WHAT YOU WILL DO:
Please find every line in the entries below that contains the string "text", and copy it.
** DATA PROVIDED follows **
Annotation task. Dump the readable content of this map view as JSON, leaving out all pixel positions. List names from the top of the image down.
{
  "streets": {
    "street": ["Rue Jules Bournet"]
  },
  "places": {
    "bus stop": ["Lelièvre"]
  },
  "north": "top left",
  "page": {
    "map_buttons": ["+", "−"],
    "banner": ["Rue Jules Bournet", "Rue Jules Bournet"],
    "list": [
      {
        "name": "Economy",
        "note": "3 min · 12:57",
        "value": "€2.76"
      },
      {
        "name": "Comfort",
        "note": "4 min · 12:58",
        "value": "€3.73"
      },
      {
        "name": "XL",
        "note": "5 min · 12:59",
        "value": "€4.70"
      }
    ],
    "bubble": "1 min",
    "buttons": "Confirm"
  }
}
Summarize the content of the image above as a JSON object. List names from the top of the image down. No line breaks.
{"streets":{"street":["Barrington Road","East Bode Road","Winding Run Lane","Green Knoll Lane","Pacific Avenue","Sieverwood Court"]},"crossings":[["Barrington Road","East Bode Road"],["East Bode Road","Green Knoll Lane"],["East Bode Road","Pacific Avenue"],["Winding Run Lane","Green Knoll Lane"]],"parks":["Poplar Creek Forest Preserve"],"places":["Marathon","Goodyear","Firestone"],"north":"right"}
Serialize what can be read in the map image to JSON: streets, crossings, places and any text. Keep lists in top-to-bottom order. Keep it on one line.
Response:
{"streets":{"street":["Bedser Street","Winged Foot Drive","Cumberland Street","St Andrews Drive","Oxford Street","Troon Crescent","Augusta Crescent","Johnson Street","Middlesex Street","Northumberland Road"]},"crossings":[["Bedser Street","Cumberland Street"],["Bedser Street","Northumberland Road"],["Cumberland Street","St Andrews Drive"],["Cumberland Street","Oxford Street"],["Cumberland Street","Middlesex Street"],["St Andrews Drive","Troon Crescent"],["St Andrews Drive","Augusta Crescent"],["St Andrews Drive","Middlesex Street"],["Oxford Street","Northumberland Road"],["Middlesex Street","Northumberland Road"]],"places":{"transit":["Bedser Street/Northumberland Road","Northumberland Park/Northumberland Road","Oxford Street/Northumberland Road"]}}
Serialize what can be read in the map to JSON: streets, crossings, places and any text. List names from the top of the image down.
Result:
** End of DATA PROVIDED **
WRITTEN REPLY:
Serialize what can be read in the map image to JSON: streets, crossings, places and any text. Keep lists in top-to-bottom order. Keep it on one line.
Serialize what can be read in the map to JSON: streets, crossings, places and any text. List names from the top of the image down.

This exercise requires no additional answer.